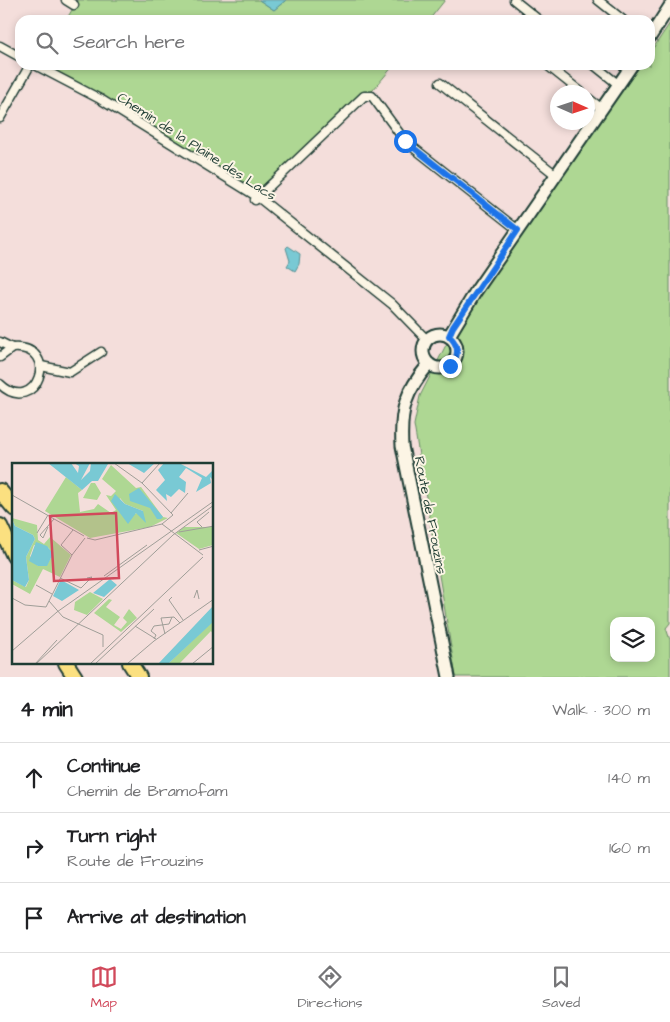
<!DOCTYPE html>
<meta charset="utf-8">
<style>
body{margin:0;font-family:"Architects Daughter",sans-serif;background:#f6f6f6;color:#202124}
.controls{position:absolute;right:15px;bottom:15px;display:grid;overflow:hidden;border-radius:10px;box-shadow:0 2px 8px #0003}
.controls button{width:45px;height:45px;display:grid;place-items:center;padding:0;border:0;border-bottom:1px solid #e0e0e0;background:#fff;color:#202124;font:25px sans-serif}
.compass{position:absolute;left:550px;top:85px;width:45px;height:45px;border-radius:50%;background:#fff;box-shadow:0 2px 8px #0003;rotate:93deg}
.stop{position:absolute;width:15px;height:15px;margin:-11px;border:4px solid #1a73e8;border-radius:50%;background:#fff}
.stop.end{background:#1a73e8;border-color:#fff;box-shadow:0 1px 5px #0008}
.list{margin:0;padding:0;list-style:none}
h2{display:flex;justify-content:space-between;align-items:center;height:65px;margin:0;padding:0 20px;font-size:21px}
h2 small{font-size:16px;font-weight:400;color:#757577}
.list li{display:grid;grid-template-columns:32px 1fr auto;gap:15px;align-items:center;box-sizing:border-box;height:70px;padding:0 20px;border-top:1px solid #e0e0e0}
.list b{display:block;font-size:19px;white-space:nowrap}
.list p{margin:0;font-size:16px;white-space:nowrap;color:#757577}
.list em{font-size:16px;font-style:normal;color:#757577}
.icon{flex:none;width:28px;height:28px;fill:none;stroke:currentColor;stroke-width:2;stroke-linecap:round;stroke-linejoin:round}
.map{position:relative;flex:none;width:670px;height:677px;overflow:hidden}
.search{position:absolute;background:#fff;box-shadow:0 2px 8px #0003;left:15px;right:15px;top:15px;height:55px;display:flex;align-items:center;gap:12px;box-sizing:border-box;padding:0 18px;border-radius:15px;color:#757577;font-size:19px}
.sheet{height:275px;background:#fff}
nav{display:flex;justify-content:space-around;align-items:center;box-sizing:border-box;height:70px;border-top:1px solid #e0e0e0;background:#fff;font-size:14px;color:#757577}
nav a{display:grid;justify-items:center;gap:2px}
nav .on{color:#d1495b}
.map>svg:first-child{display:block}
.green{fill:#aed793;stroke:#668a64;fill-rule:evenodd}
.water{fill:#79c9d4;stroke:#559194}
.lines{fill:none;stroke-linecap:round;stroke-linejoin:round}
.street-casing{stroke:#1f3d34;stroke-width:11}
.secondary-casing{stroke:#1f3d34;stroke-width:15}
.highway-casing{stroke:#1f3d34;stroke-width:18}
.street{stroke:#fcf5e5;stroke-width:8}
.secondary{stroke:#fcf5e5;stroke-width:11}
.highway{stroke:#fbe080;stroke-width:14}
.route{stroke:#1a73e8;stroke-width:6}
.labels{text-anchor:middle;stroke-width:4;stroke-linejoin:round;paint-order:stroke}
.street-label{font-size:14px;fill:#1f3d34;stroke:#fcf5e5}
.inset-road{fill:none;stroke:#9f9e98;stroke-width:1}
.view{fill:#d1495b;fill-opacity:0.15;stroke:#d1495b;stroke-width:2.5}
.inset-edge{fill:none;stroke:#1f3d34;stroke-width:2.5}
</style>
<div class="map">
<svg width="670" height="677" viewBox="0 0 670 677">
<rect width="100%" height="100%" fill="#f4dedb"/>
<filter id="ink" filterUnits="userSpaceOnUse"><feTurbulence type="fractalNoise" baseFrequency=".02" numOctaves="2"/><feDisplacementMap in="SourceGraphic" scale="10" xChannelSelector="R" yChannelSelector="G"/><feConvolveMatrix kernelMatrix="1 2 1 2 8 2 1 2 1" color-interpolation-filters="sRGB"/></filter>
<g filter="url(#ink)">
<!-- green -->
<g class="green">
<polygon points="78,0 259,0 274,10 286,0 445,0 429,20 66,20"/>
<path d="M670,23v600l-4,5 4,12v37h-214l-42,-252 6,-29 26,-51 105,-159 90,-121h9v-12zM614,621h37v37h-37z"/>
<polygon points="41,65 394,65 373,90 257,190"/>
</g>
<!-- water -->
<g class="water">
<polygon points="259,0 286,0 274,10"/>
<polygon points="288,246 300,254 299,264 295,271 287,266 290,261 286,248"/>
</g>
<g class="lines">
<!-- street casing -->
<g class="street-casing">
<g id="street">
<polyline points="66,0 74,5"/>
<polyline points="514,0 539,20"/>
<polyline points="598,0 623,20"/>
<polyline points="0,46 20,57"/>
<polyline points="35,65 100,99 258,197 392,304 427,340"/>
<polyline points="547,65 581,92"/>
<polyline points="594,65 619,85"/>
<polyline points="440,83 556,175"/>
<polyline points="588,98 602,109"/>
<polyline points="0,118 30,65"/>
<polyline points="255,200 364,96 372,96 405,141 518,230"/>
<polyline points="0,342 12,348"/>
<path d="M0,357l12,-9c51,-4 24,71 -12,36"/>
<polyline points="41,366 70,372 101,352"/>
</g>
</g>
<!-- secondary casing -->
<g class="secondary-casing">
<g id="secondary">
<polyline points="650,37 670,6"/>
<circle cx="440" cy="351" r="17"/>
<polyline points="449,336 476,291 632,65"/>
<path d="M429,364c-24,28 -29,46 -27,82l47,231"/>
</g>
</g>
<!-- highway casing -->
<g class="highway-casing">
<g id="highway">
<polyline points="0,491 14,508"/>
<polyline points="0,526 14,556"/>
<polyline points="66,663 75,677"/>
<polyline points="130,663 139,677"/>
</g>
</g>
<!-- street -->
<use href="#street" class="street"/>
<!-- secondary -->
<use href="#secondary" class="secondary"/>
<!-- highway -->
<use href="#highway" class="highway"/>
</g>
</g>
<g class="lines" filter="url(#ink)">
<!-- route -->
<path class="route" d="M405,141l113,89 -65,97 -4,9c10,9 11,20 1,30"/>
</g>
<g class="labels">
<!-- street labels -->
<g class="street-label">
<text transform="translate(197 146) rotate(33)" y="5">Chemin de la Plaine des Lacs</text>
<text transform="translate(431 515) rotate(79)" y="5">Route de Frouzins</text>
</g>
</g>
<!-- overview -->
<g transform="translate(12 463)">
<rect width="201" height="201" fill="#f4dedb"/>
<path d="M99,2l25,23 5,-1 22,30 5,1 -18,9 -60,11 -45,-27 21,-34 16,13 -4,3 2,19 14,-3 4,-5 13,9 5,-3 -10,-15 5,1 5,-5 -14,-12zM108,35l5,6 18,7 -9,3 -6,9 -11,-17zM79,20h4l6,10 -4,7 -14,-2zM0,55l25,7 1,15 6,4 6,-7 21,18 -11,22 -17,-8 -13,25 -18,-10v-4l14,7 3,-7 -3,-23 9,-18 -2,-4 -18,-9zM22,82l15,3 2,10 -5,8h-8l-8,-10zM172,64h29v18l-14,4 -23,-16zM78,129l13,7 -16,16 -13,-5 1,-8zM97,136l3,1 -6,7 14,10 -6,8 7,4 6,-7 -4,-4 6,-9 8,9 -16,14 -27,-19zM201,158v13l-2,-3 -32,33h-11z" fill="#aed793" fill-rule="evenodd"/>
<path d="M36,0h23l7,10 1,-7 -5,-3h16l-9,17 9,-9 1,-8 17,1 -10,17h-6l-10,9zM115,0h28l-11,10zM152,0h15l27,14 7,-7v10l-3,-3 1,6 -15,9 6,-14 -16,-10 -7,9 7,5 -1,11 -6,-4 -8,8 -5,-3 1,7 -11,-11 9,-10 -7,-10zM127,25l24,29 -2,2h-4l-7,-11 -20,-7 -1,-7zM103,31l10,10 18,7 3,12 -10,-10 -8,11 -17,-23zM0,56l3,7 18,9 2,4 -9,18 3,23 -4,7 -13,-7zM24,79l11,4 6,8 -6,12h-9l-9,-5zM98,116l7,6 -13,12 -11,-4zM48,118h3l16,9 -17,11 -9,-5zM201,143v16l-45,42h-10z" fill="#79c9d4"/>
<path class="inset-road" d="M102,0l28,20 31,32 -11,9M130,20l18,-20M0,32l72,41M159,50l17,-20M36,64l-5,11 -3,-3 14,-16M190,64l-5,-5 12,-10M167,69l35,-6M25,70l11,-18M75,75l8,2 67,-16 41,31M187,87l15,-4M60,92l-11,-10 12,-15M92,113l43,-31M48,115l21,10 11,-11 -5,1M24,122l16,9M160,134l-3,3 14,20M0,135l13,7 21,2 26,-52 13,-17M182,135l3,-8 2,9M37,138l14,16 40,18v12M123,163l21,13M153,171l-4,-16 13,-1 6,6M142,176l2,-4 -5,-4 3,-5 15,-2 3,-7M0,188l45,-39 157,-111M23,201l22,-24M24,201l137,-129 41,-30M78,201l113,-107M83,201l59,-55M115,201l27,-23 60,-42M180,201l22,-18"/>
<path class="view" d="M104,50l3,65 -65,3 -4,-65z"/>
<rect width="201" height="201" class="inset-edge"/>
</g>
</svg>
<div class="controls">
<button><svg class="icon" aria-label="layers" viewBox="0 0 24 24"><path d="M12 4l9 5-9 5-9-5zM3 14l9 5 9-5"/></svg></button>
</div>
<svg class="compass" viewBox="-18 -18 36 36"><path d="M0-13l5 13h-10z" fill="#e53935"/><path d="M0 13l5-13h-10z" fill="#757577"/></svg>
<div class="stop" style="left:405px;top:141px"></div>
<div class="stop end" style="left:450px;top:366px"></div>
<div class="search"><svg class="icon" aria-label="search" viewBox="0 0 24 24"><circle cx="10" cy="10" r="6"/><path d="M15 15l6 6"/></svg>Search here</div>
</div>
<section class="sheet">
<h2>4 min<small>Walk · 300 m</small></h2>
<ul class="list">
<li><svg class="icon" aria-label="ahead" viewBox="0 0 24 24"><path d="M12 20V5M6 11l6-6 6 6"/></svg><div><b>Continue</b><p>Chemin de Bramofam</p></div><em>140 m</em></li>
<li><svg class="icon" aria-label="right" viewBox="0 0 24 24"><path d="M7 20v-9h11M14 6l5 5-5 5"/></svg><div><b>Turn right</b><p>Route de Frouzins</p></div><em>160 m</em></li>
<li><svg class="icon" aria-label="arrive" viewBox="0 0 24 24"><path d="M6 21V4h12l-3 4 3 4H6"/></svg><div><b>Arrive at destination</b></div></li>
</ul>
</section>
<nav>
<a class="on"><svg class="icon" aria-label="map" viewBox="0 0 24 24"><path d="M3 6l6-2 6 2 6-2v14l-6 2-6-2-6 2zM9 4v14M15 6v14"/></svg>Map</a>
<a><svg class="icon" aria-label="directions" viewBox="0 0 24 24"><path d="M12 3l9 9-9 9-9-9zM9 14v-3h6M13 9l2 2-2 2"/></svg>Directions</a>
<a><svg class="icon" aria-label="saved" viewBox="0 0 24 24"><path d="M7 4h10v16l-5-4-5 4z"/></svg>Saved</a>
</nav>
####################
- Required work
Print, exactly and only, the lines running from the one with "3l9 9-9 9-9-9zM9" to the end of the data above.

- Task solution
<a><svg class="icon" aria-label="directions" viewBox="0 0 24 24"><path d="M12 3l9 9-9 9-9-9zM9 14v-3h6M13 9l2 2-2 2"/></svg>Directions</a>
<a><svg class="icon" aria-label="saved" viewBox="0 0 24 24"><path d="M7 4h10v16l-5-4-5 4z"/></svg>Saved</a>
</nav>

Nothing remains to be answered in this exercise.